*** Data records Section Begins ***

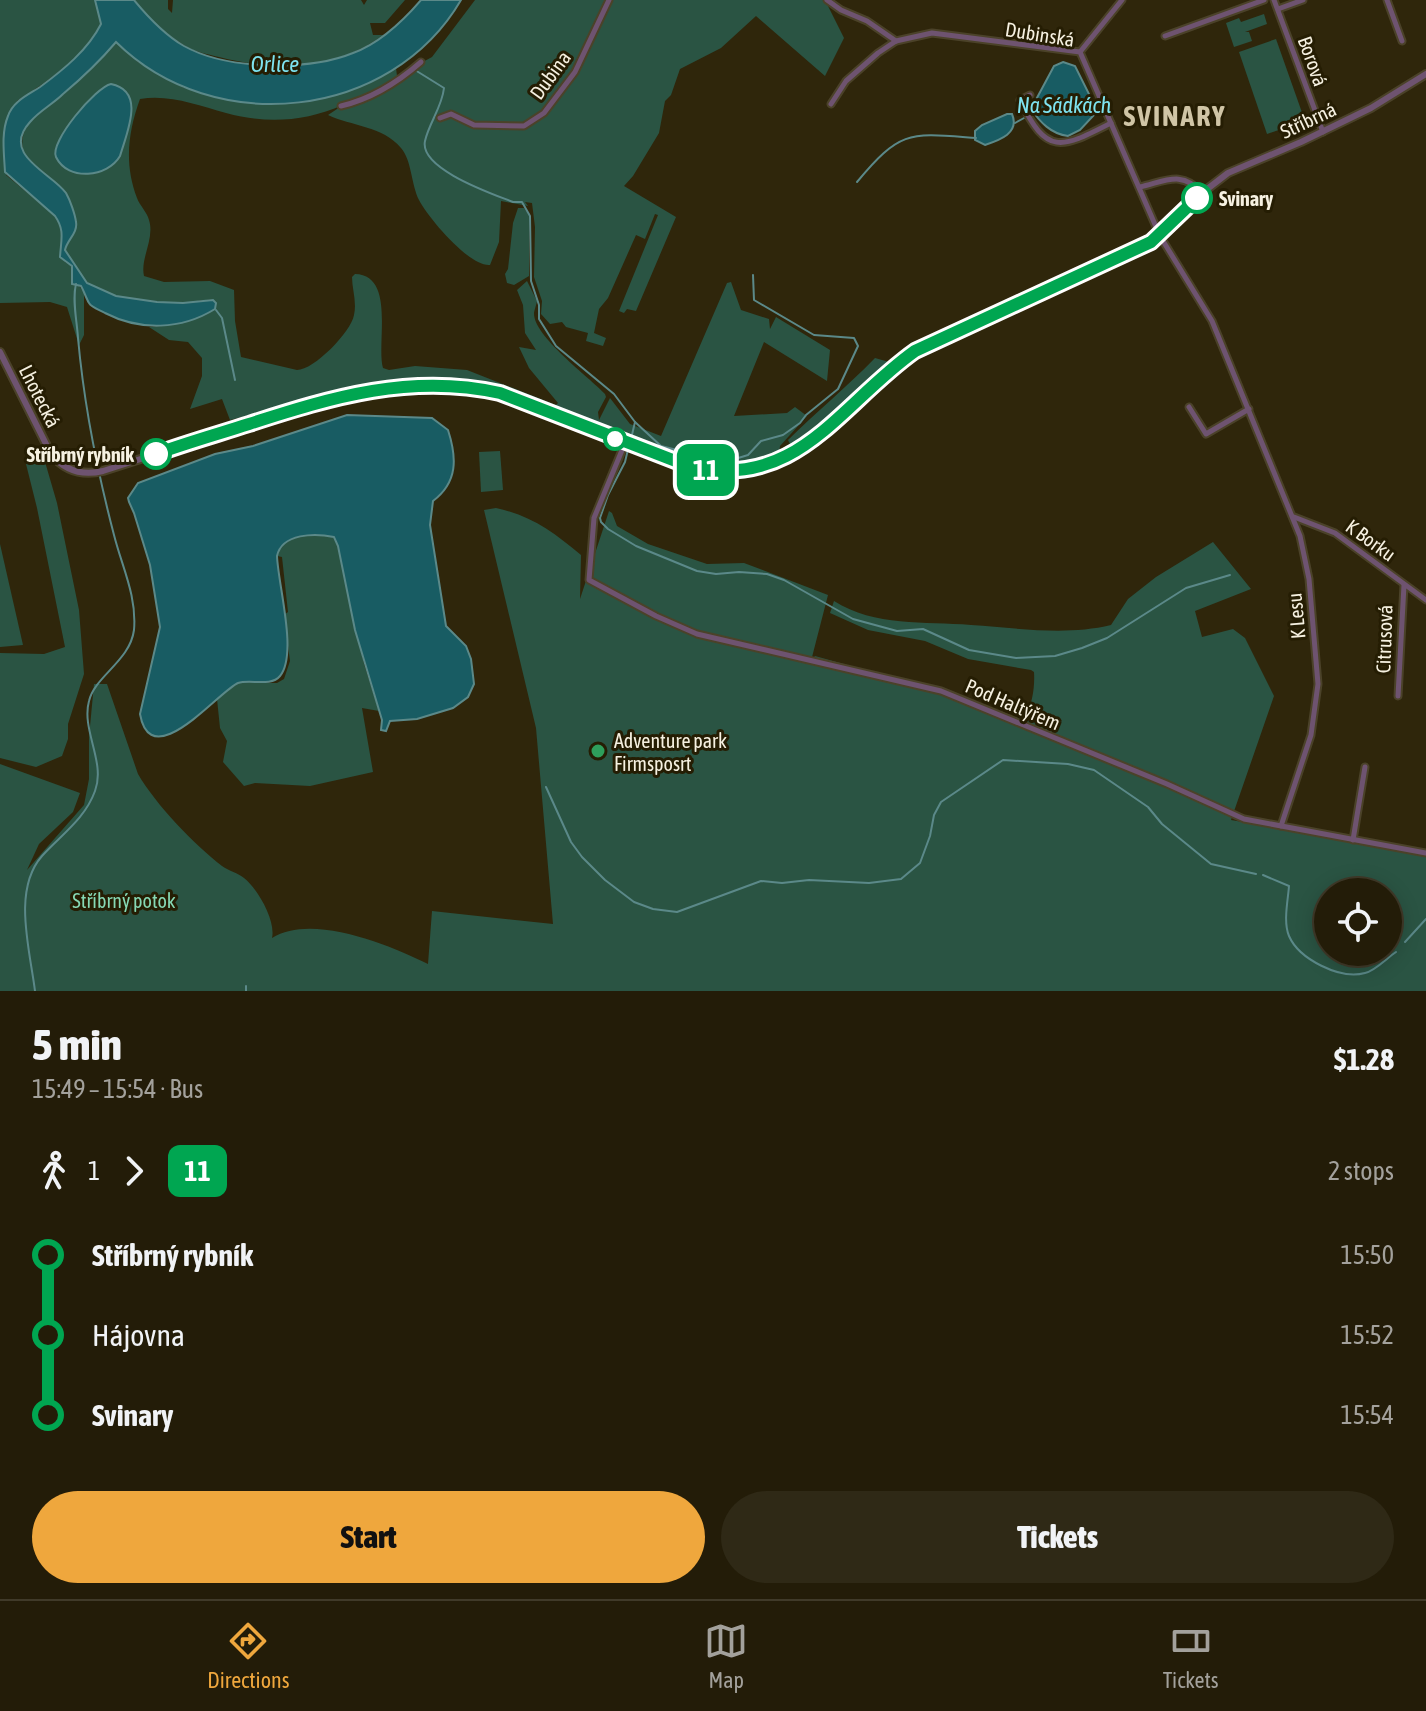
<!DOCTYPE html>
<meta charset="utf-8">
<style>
:root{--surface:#231c08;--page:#2f2916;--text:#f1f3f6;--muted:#a3a19c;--line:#403a29;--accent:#efa73d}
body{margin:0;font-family:"Asap Condensed",sans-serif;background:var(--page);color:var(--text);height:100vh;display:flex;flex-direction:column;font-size:30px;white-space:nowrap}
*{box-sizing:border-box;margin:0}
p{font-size:26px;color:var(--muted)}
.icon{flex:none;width:44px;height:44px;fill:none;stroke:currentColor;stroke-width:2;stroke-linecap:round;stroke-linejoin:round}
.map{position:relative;height:991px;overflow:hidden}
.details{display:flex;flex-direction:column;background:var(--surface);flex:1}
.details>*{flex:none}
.badge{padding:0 16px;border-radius:12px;font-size:28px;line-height:52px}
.buttons{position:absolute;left:1314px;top:878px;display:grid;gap:16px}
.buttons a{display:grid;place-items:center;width:88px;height:88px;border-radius:50%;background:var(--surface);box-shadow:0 4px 20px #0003,0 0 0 2px var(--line);font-size:40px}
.map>.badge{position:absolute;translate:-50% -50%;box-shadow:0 0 0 4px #fff}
.legs{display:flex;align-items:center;gap:12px;height:88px;padding:0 32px;font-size:26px}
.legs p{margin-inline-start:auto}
.overview{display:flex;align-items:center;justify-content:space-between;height:136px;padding:0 32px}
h1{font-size:44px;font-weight:800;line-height:60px}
.button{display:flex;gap:16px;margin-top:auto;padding:16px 32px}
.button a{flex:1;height:92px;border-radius:48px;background:var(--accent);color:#111;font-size:32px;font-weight:800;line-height:92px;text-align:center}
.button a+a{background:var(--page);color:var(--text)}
ul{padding:0 32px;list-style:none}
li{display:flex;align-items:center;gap:28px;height:80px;font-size:30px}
li i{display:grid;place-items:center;width:12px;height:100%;margin:0 10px;background:currentColor}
li i::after{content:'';width:20px;height:20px;margin:-10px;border:6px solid;border-radius:50%;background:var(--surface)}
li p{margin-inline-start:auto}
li:first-child i{background:linear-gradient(#0000 50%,currentColor 0)}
li:last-child i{background:linear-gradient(currentColor 50%,#0000 0)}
.dock{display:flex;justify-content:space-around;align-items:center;height:112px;border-top:2px solid var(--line);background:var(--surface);font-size:22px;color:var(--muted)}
.dock a{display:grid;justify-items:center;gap:4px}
.dock .on{color:var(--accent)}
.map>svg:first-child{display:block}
.green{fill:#2a5443;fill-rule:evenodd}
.water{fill:#185c63;stroke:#5b8989;stroke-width:2}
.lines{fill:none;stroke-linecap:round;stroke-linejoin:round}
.stream{stroke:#5b8989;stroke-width:2}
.minor-casing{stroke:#4b4229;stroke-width:9}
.tertiary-casing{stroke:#4b4229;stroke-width:10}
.minor{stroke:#6e5370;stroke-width:5}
.tertiary{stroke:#6e5370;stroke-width:6}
.line-1-casing{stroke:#fff;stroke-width:18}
.line-1{stroke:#00a651;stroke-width:12}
.stop-1-dot{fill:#fff;stroke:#00a651;stroke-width:4}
.leisure-dot{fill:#2e9e5b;stroke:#251d03;stroke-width:3}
.labels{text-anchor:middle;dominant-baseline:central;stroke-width:6;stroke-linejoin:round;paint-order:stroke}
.street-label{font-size:20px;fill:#f6f1e1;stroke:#251d03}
.stop-label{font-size:20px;font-weight:bold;fill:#f6f1e1;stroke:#251d03;text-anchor:start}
.poi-label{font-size:20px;fill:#f6f1e1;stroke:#251d03;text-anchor:start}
.park-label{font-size:20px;fill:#86d9b5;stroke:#251d03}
.water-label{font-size:22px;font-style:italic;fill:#7ee3f0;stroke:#251d03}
.district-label{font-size:28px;font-weight:bold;letter-spacing:2px;fill:#d0c5a6;stroke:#251d03}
</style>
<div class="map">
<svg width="1426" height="991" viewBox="0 0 1426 991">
<rect width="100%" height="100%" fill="#2f260b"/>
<g class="green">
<path d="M0,0H95C97,7 102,16 101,24C95,50 39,87 17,101L6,175L55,216L61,225L63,233L61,242L65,262L72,266L78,285L84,292V335L79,345L67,307L50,302L0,303Z"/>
<path d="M134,0H168V9L172,13L173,0H361L364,5L367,0H405L385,23H370L373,35H383C337,70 273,71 219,57C207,54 194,52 184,45C165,34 148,17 134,0Z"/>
<path d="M475,0H825L844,38L825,76L756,16L721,48L680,69L671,95L665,101L659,133L633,176L624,186L676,217L636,311L627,309L624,313L619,311L658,215L655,214L645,239L636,235L608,298L599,309L594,333L606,338L603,346L586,341L588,333L566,327L562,322L550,324L541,314L542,301L534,277L535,227L532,203L525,202L528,206L501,201L499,242L490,265C470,267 429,219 419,200C411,184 412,161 401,148C383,126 351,126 328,115L343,105C304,122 266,124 226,113C197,105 169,94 140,99C128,132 124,164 137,198C140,206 147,212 149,220C155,239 140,258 144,276L164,282L210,281L234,290L235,321L241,357L297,370C314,370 351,332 354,315C357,302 352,289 352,277L355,274C396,275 376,344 383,368L389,370L415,366L467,370L556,405L558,403L529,368L519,347L536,350L525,333L523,305L517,290L527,281L537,301C537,302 534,312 534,313C533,336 589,377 605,394L606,397L598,412L599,420L610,398L630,424L661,436L727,283L731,282L741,310L769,319L770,329L776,317L830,350L827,381L764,342L734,416L787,413L795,407L807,416L780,446L779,454C747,467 732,469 698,464L496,388L461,380L363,387L230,420L222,399L190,409L202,376V358L188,342L169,340L149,327C170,326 196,321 215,309L213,300C202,299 193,303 182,303C153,305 114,300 89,284C79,277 78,265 66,255V244L74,233C70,198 67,189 37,169C22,159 18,142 27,126C34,113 53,104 64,94C82,77 100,60 116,41L138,62L184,88L316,100L344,93L396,68L397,76L432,57Z"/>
<path d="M1264,14L1267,24L1245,32H1249L1252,41L1234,47L1226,23L1239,18L1241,22Z"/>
<path d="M1276,39L1305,121L1267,134L1239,52Z"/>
<path d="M518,208H524L529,215V276L514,285L507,283L505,274L508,269L513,223Z"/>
<path d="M875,358L889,362L837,412L791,446L788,440C816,412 847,387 875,358Z"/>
<path d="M500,451L503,490L481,492L479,452Z"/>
<path d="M43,455L57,503L79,610L84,674L68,724V739L62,756L36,767L0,758V653L44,654L65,647L37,508L25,460Z"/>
<path d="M496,508C532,516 553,532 581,555L580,599L609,511L612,513L617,526L648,544L707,564L744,563L828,595L811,661L815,656L959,696L1021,719L1026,717C1032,703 1035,688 1034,672L1031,670L968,659L925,641L868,630L830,613L834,601C875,627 924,621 971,625C1017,628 1066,636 1111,625L1128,599L1156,577L1213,542L1251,589L1195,611L1202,637L1233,629L1245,638L1274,696L1231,820L1426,853V991H0V764L80,793L73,812L39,844L27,870L84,805L89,779V737L94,684H107L138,774C156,805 194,844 222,866C229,871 238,873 244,878C258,889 276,921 272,938C312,913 389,945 428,964L432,911L553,924L536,728L484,510ZM1328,892H1388V952H1328Z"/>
<path d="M325,534L335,536L339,545L364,664L379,711L362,708L373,772L310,786L255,783L244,786L223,762L227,741L220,728L217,699L239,682L255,680L256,683H277L284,679L290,661L284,615L288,612L282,557L277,556C282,533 306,536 325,534Z"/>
<path d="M0,544L23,645L0,647Z"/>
</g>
<g class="water">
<path d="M95,0H134C148,17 165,35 184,46C227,70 309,71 353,53C380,43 403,21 421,0H461C391,120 214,139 116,42C100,61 82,78 63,94C53,104 39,111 30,122C0,155 52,173 66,193C70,200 75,214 76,222C78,233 67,240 65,250L87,283L116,296L157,302L183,303L213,300L216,303L215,309C181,330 140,331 105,313C100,310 92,308 89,303C86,298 84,291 81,286L72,284V266L60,257C61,240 65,230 55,216L5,172C4,153 1,133 8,116C13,101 28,95 40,87C63,70 88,50 101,24Z"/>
<path d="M1063,62L1075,66L1089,94L1094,115L1080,130L1068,136C1051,134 1040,122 1031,109L1054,66Z"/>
<path d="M111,84C146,91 127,132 120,156C108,177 68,182 56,157C49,142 96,87 111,84Z"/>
<path d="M1007,114H1012C1020,133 1000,140 985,145L975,140V131L982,125Z"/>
<path d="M347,415L432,418L448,430C457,458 458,482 433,501L430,525L446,626L466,646L471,659L474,684L468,697L453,708L417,719L390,721L386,731L381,730L382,720L355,630L338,546L334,537C315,533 282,533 277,556C278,585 298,654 280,676C271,687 250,679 238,683C219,691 151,776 140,714L160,627L150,565L134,513L129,502L128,498L138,483L215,454L253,446Z"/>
</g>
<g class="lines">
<g class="stream">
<path d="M415,70L444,88C442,107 429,123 425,141C419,169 493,194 513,202H522L530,216L531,281L539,305V319L556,346L614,394L635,422L661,446L717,460L735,459L748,455L761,441L783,435L800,423L806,415L838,389L858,346L854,338L814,335L754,300L753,275"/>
<path d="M1015,123L1024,118"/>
<path d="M857,182C901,129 910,133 976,138"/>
<path d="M216,310L222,318L235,380"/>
<path d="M631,439L635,422"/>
<path d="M629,445L625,462L608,495L600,518L601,522L608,529L636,546L697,571L716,574L739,572L767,574L784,580L853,619L897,631L923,629L969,650L1016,658L1055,656L1082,648L1107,638L1186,588L1230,575"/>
<path d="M546,787L571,842L582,857L605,880L634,902L653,909L677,912L761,881L782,883L809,880L869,883L901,879L920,863L930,836L934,815L941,802L1003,760L1068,764L1094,770L1148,807L1162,824L1211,864L1256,874"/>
<path d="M1263,875L1289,886C1288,900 1283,922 1289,936C1299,959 1340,980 1365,973C1375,971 1387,958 1396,952"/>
<path d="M1405,942L1426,919"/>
<path d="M35,991C30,950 12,890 42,856C61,835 85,819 95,791C106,762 81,730 89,701C95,676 130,661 134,630C137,596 122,567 114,535C97,470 84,405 78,338C77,321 72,300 76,284"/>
<path d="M246,991V986"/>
</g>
<defs>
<g id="minor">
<path d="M827,0L841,10L867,21L896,41"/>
<path d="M1274,0L1323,132"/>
<path d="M1387,0L1402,41"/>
<path d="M1278,9L1303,0"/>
<path d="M1165,36L1264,0"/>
<path d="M1080,52L1122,0"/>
<path d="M1030,95L1020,100C1047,157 1062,148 1111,123"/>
<path d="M831,104L846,81L878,53L896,41L932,33L1080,52L1160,236L1212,321L1300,536L1309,579L1318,684L1311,735L1281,826"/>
<path d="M341,106C371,99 397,83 421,62"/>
<path d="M440,118L451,114L474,125L524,126L544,113L575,72L609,0"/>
<path d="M1140,187C1166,181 1182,170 1202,193"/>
<path d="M1189,407L1206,434L1249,409"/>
<path d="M625,443L594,518L589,580L656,616L697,634L941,691L1167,784L1244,819L1426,853"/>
<path d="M1294,517L1335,533L1426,600"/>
<path d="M1398,696L1404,585"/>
<path d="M1353,840L1365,767"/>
</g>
<path id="tertiary" d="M0,352L51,454C65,471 82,476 103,471L344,394C396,385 448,381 500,393L691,467C799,491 839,406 915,351L1151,242L1202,193L1228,173L1301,142L1371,108L1426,74"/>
</defs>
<use href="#minor" class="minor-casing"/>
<use href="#tertiary" class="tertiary-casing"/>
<use href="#minor" class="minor"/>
<use href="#tertiary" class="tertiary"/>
</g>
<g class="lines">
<defs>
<path id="line-1" d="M156,454C186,443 218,434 249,424C332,397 412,373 500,393L691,467C798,490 839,405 915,351L1151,242L1197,198"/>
</defs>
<use href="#line-1" class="line-1-casing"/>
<use href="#line-1" class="line-1"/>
</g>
<g class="stop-1-dot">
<circle cx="1197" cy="198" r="14"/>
<circle cx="615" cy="439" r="10"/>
<circle cx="156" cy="454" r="14"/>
</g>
<circle class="leisure-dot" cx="598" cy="751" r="8"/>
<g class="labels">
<g class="street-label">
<text transform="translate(1040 34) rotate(9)">Dubinská</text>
<text transform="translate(1313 61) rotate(70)">Borová</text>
<text transform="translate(550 75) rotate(-54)">Dubina</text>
<text transform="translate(1308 120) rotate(-25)">Stříbrná</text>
<text transform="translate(40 396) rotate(63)">Lhotecká</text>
<text transform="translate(1371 540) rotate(36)">K Borku</text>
<text transform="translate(1296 616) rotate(-95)">K Lesu</text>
<text transform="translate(1384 639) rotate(-88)">Citrusová</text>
<text transform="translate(1013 704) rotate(23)">Pod Haltýřem</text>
</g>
<g class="stop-label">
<text x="1219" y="198">Svinary</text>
<text x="134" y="454" text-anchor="end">Stříbrný rybník</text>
</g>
<g class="poi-label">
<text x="614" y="740">Adventure park<tspan x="614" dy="23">Firmsposrt</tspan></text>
</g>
<g class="park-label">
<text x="124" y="900">Stříbrný potok</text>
</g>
<g class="water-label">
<text x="275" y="64">Orlice</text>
<text x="1064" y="105">Na Sádkách</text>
</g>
<g class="district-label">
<text x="1175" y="116">SVINARY</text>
</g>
</g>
</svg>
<div class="buttons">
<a><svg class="icon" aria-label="locate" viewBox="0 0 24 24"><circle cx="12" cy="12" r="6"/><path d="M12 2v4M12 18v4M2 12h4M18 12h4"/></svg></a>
</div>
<b class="badge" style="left:706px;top:470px;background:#00a651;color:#fff">11</b>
</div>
<section class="details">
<div class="overview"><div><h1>5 min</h1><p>15:49 – 15:54 · Bus</p></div><b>$1.28</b></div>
<div class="legs"><svg class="icon" aria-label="walk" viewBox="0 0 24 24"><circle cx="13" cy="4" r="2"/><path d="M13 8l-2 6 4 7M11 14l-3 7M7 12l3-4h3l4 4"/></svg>1<svg class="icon" aria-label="forward" viewBox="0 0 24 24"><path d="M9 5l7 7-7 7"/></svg><b class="badge" style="background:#00a651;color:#fff">11</b><p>2 stops</p></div>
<ul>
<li><i style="color:#00a651"></i><b>Stříbrný rybník</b><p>15:50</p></li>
<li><i style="color:#00a651"></i><span>Hájovna</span><p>15:52</p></li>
<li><i style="color:#00a651"></i><b>Svinary</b><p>15:54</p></li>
</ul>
<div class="button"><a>Start</a><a>Tickets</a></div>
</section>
<nav class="dock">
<a class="on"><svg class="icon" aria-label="directions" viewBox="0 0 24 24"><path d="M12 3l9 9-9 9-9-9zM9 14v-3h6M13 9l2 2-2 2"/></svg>Directions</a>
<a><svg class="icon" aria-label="map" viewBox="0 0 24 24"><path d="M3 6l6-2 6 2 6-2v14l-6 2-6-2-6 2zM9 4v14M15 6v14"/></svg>Map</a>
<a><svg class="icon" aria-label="tickets" viewBox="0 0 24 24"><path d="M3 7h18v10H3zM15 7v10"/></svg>Tickets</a>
</nav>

*** Data records Section Ends ***

Your objective: Pull out every line of the records above that contains the word "column".

Response to this task:
body{margin:0;font-family:"Asap Condensed",sans-serif;background:var(--page);color:var(--text);height:100vh;display:flex;flex-direction:column;font-size:30px;white-space:nowrap}
.details{display:flex;flex-direction:column;background:var(--surface);flex:1}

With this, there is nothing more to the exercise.